= Task prompt =
Among the lines below, which ones contain the word "white"? Copy every such line.

[Stored dataset items]
○ ○ ○ ○ ○ ○ ○

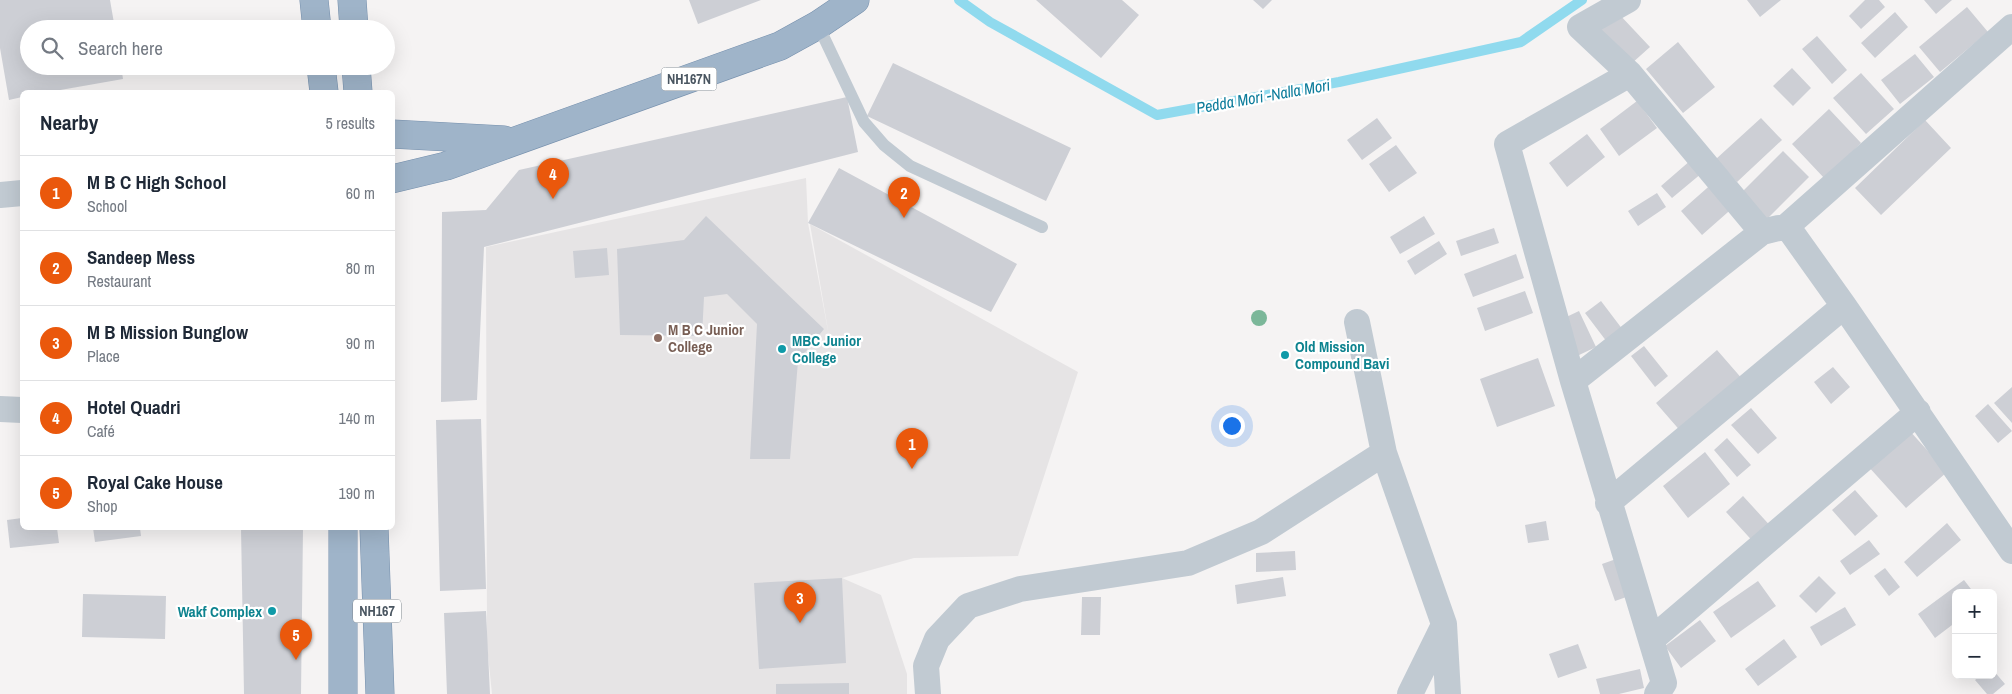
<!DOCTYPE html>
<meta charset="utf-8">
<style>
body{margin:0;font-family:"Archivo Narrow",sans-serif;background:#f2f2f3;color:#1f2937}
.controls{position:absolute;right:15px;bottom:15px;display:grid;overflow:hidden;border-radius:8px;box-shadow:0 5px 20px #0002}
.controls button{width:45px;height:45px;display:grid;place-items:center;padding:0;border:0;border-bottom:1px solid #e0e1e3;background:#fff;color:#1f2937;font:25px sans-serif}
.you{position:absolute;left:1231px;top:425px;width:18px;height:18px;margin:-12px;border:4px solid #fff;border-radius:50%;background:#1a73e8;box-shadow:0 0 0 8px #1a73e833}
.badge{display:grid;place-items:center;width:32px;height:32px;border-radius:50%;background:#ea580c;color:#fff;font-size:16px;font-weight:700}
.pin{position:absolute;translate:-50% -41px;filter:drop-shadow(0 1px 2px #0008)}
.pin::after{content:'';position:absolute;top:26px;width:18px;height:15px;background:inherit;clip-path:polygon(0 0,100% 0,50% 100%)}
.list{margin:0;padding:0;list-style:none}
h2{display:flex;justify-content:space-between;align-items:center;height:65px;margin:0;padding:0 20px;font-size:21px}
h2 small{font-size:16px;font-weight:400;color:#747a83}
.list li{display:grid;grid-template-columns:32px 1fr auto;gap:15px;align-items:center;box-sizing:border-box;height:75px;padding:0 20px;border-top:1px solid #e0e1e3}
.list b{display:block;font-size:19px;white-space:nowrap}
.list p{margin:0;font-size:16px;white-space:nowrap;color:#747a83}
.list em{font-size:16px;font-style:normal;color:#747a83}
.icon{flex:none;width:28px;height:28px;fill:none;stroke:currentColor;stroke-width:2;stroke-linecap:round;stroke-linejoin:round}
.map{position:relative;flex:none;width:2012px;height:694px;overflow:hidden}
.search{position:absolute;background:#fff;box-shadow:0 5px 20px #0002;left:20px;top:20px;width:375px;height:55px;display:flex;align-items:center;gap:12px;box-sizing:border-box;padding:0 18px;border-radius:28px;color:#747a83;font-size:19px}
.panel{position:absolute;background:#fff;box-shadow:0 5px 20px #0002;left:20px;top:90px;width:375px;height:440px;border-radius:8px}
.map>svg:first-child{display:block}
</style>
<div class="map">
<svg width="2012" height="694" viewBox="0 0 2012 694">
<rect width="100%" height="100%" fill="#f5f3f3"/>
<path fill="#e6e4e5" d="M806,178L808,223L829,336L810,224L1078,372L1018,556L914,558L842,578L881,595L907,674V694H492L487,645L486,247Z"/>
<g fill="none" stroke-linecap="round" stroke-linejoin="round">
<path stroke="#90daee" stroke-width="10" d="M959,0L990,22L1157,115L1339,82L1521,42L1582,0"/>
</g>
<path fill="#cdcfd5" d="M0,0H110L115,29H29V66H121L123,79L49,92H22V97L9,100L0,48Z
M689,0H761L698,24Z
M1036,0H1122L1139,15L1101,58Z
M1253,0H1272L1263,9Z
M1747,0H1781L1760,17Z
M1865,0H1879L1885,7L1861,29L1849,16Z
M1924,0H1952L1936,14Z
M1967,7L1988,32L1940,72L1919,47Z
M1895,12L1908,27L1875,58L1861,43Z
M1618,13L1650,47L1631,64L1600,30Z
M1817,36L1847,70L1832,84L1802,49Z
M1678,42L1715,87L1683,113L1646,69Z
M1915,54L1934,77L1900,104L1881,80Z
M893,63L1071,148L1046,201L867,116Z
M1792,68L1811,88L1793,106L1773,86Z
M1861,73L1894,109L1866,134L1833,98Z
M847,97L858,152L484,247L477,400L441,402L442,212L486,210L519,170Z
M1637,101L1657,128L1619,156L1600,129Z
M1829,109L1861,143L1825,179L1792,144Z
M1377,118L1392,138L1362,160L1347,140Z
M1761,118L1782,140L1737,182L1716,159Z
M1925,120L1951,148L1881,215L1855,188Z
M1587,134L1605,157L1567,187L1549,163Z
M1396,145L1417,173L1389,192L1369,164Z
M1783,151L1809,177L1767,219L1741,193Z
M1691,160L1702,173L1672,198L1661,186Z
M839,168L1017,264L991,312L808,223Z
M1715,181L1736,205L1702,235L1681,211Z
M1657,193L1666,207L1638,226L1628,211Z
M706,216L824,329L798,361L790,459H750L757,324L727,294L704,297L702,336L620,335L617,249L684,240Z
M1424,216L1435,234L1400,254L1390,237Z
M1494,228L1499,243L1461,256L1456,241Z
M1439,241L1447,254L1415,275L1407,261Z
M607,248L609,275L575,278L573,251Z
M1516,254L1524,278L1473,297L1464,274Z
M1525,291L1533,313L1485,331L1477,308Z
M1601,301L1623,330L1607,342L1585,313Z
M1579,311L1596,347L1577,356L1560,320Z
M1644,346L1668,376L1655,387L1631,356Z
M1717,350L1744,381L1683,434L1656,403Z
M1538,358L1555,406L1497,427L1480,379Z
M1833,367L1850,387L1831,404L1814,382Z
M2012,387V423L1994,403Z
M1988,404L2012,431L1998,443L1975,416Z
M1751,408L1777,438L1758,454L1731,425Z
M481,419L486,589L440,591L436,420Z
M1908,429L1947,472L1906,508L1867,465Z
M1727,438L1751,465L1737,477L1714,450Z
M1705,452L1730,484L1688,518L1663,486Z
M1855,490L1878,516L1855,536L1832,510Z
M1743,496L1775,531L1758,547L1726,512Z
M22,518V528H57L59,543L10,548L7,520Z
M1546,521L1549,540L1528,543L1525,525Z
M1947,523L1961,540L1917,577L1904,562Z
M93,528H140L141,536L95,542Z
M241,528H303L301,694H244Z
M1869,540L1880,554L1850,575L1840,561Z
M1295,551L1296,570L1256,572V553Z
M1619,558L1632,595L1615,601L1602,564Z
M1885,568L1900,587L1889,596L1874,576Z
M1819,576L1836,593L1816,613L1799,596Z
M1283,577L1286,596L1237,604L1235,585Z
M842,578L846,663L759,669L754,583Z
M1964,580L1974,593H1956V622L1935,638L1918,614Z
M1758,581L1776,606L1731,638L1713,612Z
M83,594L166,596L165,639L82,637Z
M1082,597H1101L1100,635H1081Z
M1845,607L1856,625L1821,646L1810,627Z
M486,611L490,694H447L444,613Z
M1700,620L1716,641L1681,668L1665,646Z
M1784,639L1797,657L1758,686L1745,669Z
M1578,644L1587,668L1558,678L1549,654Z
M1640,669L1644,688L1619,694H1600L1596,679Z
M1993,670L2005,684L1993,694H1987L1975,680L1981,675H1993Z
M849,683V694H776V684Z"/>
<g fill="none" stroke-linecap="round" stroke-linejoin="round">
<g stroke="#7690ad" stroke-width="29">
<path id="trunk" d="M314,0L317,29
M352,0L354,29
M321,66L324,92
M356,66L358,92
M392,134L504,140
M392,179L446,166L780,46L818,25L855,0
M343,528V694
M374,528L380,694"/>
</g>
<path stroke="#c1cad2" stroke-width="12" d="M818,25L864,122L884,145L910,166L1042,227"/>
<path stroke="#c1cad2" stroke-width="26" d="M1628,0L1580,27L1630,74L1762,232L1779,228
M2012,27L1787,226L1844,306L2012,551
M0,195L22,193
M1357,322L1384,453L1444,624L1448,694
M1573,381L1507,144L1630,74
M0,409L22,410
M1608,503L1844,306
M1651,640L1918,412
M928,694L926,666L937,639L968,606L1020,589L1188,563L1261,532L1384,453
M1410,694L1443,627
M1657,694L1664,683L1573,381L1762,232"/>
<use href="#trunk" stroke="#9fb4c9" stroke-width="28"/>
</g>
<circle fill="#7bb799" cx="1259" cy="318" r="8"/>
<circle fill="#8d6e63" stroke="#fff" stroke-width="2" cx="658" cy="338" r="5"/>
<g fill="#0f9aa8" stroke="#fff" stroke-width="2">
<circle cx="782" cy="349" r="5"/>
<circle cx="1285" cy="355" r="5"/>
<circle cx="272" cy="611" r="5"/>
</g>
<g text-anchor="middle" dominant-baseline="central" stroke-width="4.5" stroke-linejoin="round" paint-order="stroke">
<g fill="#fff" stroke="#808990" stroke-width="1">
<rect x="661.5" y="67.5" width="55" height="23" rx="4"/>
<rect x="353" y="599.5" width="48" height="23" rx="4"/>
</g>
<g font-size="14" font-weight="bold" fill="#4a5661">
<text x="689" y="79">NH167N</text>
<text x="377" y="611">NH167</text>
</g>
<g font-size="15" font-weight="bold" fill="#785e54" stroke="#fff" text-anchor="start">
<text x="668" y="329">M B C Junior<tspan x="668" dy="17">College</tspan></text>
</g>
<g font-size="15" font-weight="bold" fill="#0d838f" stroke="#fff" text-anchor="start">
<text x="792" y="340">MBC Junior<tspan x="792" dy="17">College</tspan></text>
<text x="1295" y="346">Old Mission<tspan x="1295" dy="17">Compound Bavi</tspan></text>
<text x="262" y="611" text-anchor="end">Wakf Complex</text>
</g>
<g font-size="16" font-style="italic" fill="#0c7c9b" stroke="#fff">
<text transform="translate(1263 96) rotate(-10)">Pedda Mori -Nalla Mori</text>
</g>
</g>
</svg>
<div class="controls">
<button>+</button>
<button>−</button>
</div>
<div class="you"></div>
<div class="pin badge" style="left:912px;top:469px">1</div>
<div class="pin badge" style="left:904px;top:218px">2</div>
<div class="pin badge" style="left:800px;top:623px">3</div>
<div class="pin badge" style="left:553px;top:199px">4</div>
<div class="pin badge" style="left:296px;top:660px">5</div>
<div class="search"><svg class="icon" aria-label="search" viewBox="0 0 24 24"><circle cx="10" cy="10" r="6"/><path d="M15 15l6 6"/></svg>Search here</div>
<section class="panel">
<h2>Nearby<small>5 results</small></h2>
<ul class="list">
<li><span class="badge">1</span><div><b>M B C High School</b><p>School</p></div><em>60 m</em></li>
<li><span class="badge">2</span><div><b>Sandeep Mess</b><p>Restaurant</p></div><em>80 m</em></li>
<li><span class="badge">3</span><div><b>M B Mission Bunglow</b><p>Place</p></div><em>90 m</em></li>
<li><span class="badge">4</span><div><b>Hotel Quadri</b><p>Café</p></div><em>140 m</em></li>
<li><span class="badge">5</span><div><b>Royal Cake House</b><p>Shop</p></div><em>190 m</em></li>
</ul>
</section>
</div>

○ ○ ○ ○ ○ ○ ○

= Written response =
.list b{display:block;font-size:19px;white-space:nowrap}
.list p{margin:0;font-size:16px;white-space:nowrap;color:#747a83}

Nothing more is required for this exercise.